How to complete this task
The answer should hold only the lines from the beginning of the material through the one with "filter:drop-shadow(2px 0 #cbc6bd)", reproduced exactly and without pictures.

Entries provided
----------------------------------------

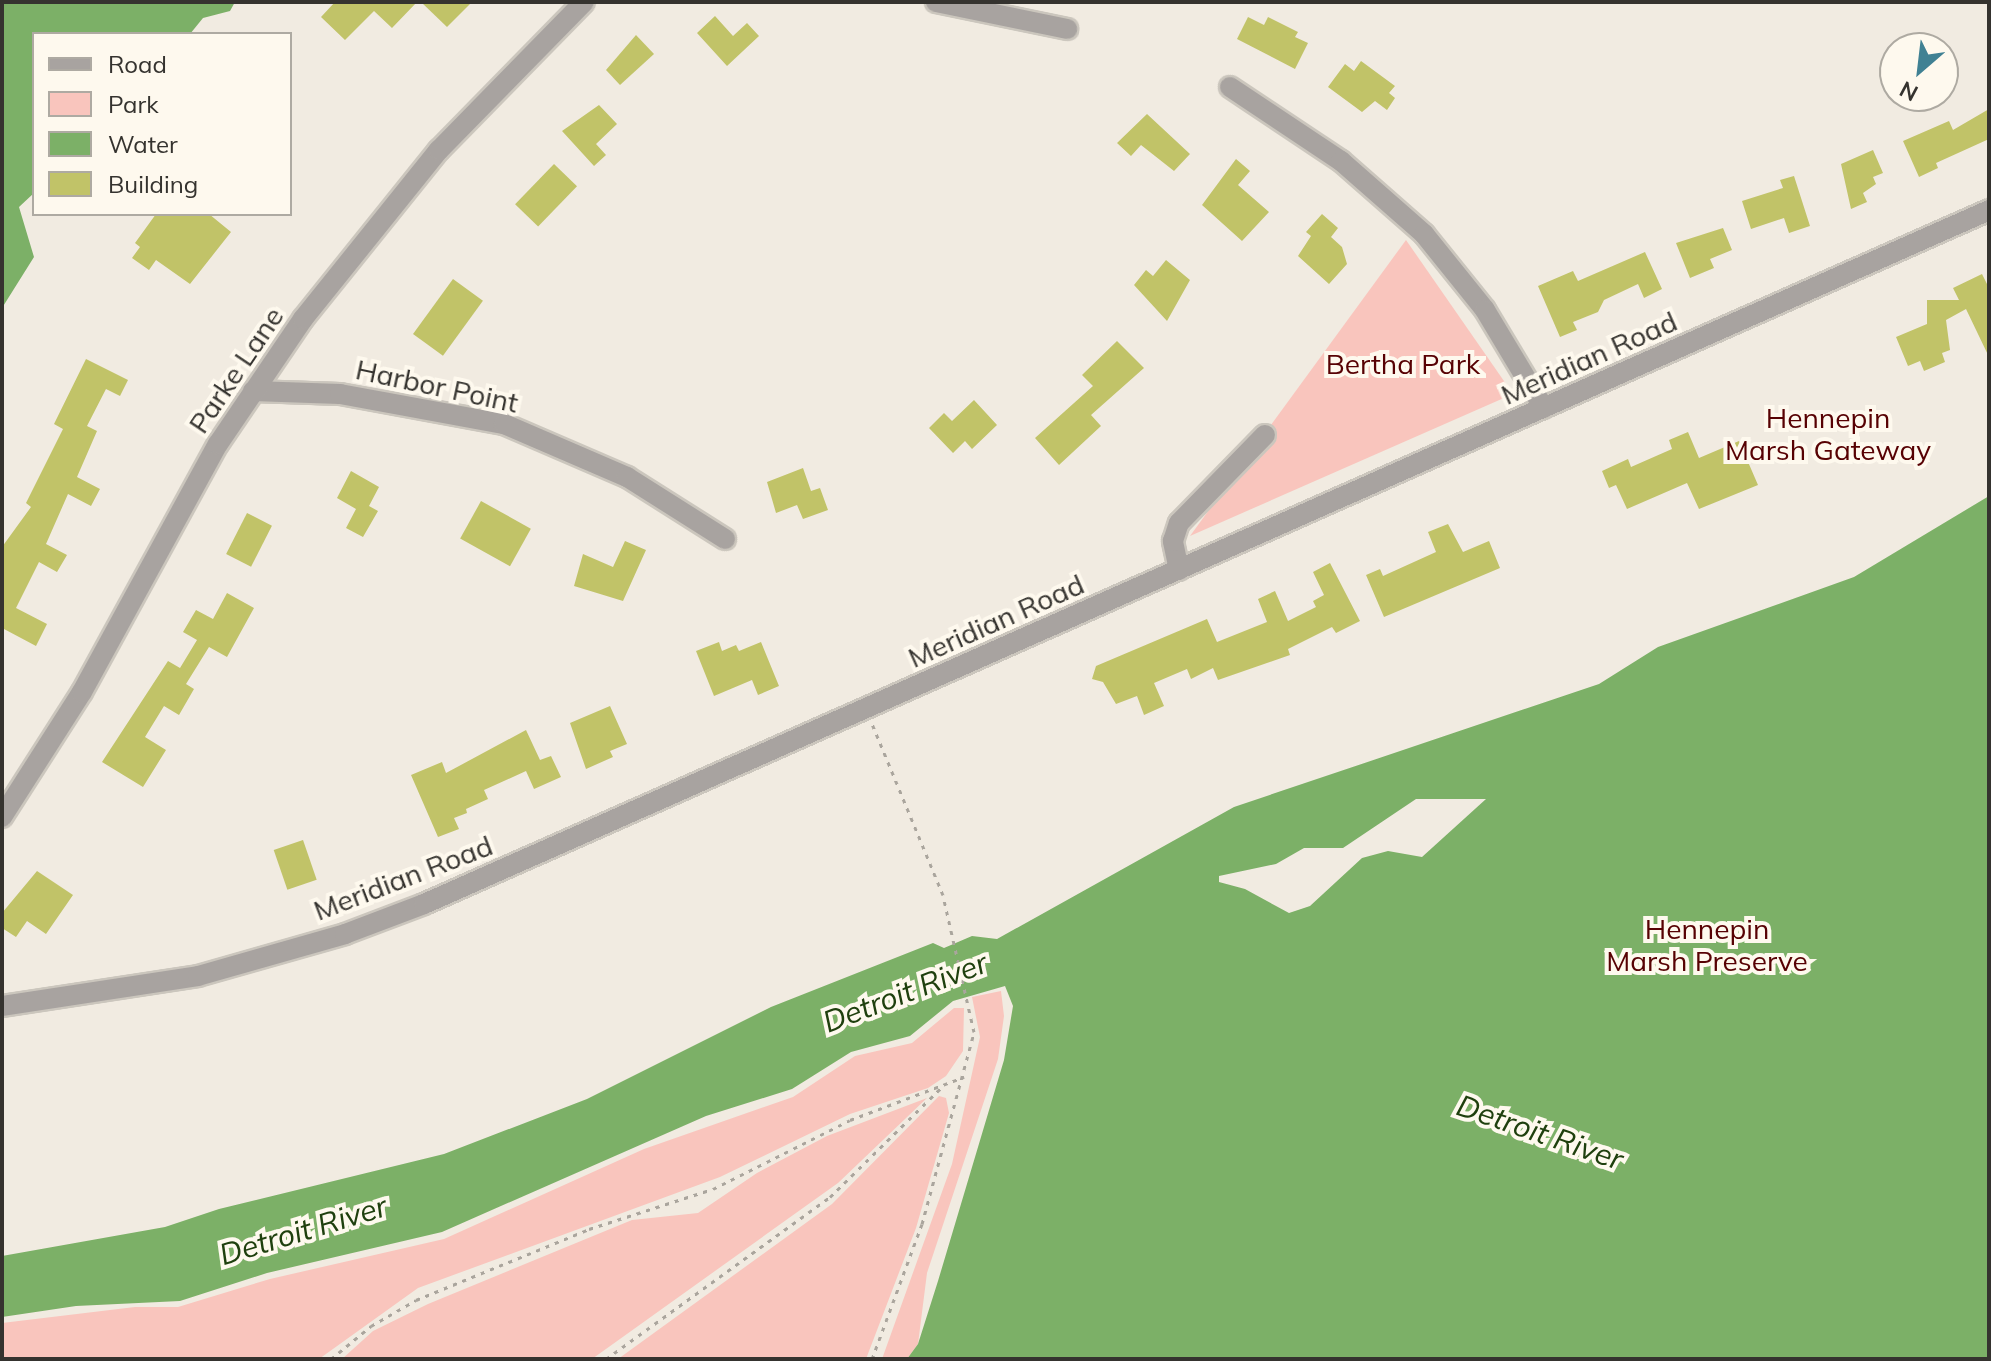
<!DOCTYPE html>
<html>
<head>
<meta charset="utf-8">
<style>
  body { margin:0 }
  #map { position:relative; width:1991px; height:1361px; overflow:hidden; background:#f1ebe1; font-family:Mulish,sans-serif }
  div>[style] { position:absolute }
  .green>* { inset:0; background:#f9c5bd }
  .water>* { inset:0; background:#7cb067 }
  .building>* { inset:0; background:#c1c368; transform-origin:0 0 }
  .path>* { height:3px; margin-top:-1.5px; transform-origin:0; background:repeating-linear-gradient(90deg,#aaa59d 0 4px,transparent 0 10px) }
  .roads { filter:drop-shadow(2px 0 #cbc6bd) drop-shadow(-2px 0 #cbc6bd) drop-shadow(0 2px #cbc6bd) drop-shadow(0 -2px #cbc6bd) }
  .minor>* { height:20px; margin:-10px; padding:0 10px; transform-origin:10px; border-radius:10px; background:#a8a3a0 }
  span { translate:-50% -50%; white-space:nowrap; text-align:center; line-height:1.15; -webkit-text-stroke:8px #fef9ee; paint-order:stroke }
  .street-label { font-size:28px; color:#35332f }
  .park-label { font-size:28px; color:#570103 }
  .water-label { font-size:30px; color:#1f400e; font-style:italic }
  .frame { position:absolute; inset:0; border:4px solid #35332f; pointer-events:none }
  .legend { position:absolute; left:32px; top:32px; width:260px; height:184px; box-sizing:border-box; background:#fef9ee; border:2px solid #aeaaa2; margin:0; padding:10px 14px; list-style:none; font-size:24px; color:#35332f }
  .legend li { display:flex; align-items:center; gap:16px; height:40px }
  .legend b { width:40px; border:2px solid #aeaaa2 }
  .north { position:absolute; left:1879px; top:32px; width:80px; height:80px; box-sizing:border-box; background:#fef9ee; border:2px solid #aeaaa2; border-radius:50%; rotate:208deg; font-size:22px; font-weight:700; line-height:32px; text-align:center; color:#35332f }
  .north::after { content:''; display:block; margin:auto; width:28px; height:36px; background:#408193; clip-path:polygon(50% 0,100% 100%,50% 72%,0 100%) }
</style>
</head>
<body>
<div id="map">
  <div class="green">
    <i style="clip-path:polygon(1406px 240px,1513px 394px,1190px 536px)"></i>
    <i style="clip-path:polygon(1001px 991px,1004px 1016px,998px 1059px,927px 1273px,918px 1344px,907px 1359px,882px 1359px,952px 1164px,980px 1037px,972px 997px)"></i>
    <i style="clip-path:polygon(954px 1008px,964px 1008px,963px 1051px,946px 1076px,928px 1088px,850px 1114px,720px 1177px,418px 1288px,319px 1359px,2px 1359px,2px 1323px,135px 1307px,178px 1307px,270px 1279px,444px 1239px,644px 1149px,793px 1097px,855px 1056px,912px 1043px)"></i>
    <i style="clip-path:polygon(939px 1096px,946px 1098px,949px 1113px,916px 1228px,866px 1359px,618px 1359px,832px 1204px)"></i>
    <i style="clip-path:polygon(927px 1098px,838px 1183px,592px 1359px,342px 1359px,373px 1331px,428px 1304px,632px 1220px,698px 1213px,757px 1173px,827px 1136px)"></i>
  </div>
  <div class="water">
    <i style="clip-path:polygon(2px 2px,235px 2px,230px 11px,203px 18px,190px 34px,34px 34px,34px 193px,19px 207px,34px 257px,2px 308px)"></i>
    <i style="clip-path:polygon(evenodd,1989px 496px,1989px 1359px,907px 1359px,918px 1344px,938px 1281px,1004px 1060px,1013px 1006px,1005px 986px,953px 1001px,910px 1036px,851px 1052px,792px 1089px,706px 1116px,442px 1232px,267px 1273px,180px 1301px,76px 1306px,2px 1317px,2px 1256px,165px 1227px,219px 1209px,444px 1154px,587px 1099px,771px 1007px,933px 943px,944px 948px,972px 936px,997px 939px,1234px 807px,1599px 684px,1658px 647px,1854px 577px,1989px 496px,1416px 799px,1486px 799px,1422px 857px,1388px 851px,1362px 858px,1310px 906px,1289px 913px,1245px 889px,1219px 882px,1219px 876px,1276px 864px,1304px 848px,1343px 848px,1416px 799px)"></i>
  </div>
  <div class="building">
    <i style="clip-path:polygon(335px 2px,417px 2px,392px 28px,374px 11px,345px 40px,321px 17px)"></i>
    <i style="clip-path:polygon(421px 2px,472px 2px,447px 27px)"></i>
    <i style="clip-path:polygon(715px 16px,733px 36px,747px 23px,759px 36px,727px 66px,697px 33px)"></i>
    <i style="clip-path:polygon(1248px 17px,1264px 25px,1268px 17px,1298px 32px,1295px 37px,1308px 43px,1295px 69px,1237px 39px)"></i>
    <i style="clip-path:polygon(636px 35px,654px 54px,620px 85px,606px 70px)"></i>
    <i style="clip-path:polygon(1361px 61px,1395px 86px,1389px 93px,1395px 98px,1387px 110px,1375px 101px,1362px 112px,1328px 87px,1345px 64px,1354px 71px)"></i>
    <i style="clip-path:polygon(599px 105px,617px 124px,596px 144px,606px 155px,594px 166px,562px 131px)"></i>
    <i style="clip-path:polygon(1989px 109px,1989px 139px,1936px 163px,1938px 168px,1919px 177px,1903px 141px,1949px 121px,1953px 130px)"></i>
    <i style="clip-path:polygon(1147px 114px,1190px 154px,1174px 171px,1141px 145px,1131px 156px,1117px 143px)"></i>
    <i style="clip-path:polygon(1873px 150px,1883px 173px,1873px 177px,1876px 184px,1863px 193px,1867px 202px,1851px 209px,1841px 164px)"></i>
    <i style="clip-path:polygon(1236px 159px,1250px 171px,1238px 185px,1269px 212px,1242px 241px,1202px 205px)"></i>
    <i style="left:554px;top:164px;width:32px;height:56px;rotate:44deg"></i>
    <i style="clip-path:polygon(1794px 176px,1810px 226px,1789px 233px,1784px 218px,1751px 229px,1742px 201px,1783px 188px,1780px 180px)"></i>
    <i style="clip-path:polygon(156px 214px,209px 214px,231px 232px,190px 284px,156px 260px,149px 270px,132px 258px,140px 247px,135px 243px)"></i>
    <i style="clip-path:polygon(1322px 214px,1338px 228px,1331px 237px,1342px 247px,1347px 264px,1329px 284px,1298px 256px,1311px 236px,1306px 232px)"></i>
    <i style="clip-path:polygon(1723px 228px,1732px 250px,1710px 259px,1714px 268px,1690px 278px,1676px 243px)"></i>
    <i style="clip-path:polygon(1645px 252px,1662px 289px,1644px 298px,1638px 284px,1604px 300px,1598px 312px,1573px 322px,1577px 330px,1560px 337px,1538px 286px,1573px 271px,1578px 281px)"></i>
    <i style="clip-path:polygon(1166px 260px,1190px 280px,1167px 321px,1134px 285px,1146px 270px,1153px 276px)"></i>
    <i style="clip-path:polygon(1982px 274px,1989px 288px,1989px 357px,1966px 309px,1946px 320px,1950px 350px,1942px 353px,1945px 362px,1924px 371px,1920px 361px,1908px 366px,1896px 337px,1927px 324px,1927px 300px,1959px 300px,1953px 288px)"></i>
    <i style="left:453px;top:279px;width:37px;height:68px;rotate:36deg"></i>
    <i style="clip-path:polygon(1117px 341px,1144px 368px,1091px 415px,1101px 426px,1059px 465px,1035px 438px,1093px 386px,1082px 375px)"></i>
    <i style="clip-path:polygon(86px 359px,128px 380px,120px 396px,106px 389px,87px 426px,97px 431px,77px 477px,100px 489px,91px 506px,68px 494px,46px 544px,67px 555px,57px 572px,39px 562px,16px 608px,47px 624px,36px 646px,4px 629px,2px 634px,2px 547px,31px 507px,26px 503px,63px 429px,54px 424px)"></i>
    <i style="clip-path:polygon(974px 400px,997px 425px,972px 449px,965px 441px,953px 453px,929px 428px,944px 413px,952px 421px)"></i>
    <i style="clip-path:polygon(1688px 432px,1699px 458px,1739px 441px,1758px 485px,1699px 509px,1687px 483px,1627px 509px,1616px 485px,1609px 488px,1602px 471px,1628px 459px,1631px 467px,1672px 449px,1669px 440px)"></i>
    <i style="clip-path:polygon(803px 468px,811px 491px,820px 488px,828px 510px,803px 519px,797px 505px,776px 513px,767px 482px)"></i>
    <i style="clip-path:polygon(351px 471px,379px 487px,369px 506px,378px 511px,363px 537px,346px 528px,356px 509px,337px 498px)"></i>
    <i style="left:481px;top:501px;width:57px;height:43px;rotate:29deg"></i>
    <i style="left:247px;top:513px;width:28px;height:46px;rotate:27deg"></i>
    <i style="clip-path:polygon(1448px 524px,1463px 552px,1489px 541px,1500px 568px,1384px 617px,1366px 575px,1380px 569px,1383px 576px,1436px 552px,1428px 532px)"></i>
    <i style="clip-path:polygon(625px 541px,646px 550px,623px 601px,574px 586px,583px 554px,613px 567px)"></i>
    <i style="clip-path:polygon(1330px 563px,1360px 621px,1336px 633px,1332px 627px,1288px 649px,1290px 655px,1218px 680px,1213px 668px,1191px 679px,1187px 669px,1154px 683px,1164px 706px,1144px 715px,1137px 696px,1116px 704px,1103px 682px,1092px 679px,1096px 666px,1207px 619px,1217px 642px,1267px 622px,1258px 599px,1275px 591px,1288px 621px,1316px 607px,1313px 601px,1324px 595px,1313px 572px)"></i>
    <i style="clip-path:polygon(227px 593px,254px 608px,227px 657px,209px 647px,186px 684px,194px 689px,179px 715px,164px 706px,145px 737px,166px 750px,143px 787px,102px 762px,168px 661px,180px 668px,197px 640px,183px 632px,196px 610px,213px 619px)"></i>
    <i style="clip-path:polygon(719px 642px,722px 651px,736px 645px,739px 651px,761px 642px,779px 686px,758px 695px,752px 680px,714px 696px,696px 651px)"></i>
    <i style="clip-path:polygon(610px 706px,627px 744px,610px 751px,613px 757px,586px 769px,570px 723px)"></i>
    <i style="clip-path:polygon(526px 730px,540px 760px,551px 756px,561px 777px,534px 789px,526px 771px,484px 790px,488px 799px,466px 809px,467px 813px,454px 818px,459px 829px,438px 837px,411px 775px,442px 762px,446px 773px)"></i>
    <i style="left:303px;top:840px;width:42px;height:31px;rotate:71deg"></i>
    <i style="clip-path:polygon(37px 871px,73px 895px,46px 934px,27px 921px,16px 937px,2px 928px,2px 913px)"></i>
  </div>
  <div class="path">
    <i style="left:331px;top:1359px;width:52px;rotate:-39.5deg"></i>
    <i style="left:371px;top:1326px;width:52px;rotate:-30deg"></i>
    <i style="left:416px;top:1300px;width:187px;rotate:-22.3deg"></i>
    <i style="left:589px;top:1229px;width:130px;rotate:-17.9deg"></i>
    <i style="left:713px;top:1189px;width:153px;rotate:-26.7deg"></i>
    <i style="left:850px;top:1120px;width:122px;rotate:-20.7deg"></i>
    <i style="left:606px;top:1359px;width:276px;rotate:-35.9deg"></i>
    <i style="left:830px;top:1197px;width:156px;rotate:-44.5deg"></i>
    <i style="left:872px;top:1359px;width:144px;rotate:-69.7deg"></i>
    <i style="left:922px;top:1224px;width:199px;rotate:-74.8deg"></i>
    <i style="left:974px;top:1032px;width:140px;rotate:-102.8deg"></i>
    <i style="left:943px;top:895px;width:185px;rotate:-112.5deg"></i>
  </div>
  <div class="roads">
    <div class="minor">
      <i style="left:936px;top:2px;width:134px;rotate:11.6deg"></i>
      <i style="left:1230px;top:87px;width:133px;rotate:33.7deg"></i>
      <i style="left:1341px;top:161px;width:111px;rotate:41.3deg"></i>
      <i style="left:1424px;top:234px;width:97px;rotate:51.2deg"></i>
      <i style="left:1485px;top:310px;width:114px;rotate:59deg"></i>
      <i style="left:253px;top:391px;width:87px;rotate:2deg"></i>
      <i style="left:340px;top:394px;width:167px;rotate:10.4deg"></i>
      <i style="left:504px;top:424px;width:134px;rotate:23.3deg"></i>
      <i style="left:627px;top:477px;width:116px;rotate:32.3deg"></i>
      <i style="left:1179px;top:570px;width:30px;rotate:-102deg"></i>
      <i style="left:1173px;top:541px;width:19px;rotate:-72deg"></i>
      <i style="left:1179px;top:523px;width:123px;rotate:-45.7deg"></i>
      <i style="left:2px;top:817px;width:148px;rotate:-57.4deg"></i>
      <i style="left:82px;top:692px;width:283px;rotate:-61.3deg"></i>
      <i style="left:218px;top:444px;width:151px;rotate:-55.8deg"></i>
      <i style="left:303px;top:319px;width:217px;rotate:-51.2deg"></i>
      <i style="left:439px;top:150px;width:207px;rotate:-45.6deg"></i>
      <i style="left:2px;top:1006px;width:198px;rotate:-8.7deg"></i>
      <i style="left:198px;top:976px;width:153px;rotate:-15.9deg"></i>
      <i style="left:345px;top:934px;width:85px;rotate:-20.8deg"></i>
      <i style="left:424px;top:904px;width:1712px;rotate:-23.91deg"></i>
    </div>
  </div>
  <div class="street-label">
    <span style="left:1589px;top:358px;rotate:-24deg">Meridian Road</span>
    <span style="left:236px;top:370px;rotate:-56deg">Parke Lane</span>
    <span style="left:437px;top:386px;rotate:12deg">Harbor Point</span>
    <span style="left:996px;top:621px;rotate:-24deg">Meridian Road</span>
    <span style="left:403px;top:878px;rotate:-21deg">Meridian Road</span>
  </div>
  <div class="park-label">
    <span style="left:1403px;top:364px">Bertha Park</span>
    <span style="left:1828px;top:434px">Hennepin<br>Marsh Gateway</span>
    <span style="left:1707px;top:945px">Hennepin<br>Marsh Preserve</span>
  </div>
  <div class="water-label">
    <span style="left:905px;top:992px;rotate:-21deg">Detroit River</span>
    <span style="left:1540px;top:1132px;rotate:19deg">Detroit River</span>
    <span style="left:303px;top:1230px;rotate:-17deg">Detroit River</span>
  </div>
  <div class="frame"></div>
  <ul class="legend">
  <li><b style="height:10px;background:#a8a3a0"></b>Road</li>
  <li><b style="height:22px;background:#f9c5bd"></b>Park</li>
  <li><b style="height:22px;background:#7cb067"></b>Water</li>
  <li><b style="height:22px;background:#c1c368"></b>Building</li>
  </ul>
  <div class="north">N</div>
</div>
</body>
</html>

----------------------------------------

Response to the exercise
<!DOCTYPE html>
<html>
<head>
<meta charset="utf-8">
<style>
  body { margin:0 }
  #map { position:relative; width:1991px; height:1361px; overflow:hidden; background:#f1ebe1; font-family:Mulish,sans-serif }
  div>[style] { position:absolute }
  .green>* { inset:0; background:#f9c5bd }
  .water>* { inset:0; background:#7cb067 }
  .building>* { inset:0; background:#c1c368; transform-origin:0 0 }
  .path>* { height:3px; margin-top:-1.5px; transform-origin:0; background:repeating-linear-gradient(90deg,#aaa59d 0 4px,transparent 0 10px) }
  .roads { filter:drop-shadow(2px 0 #cbc6bd) drop-shadow(-2px 0 #cbc6bd) drop-shadow(0 2px #cbc6bd) drop-shadow(0 -2px #cbc6bd) }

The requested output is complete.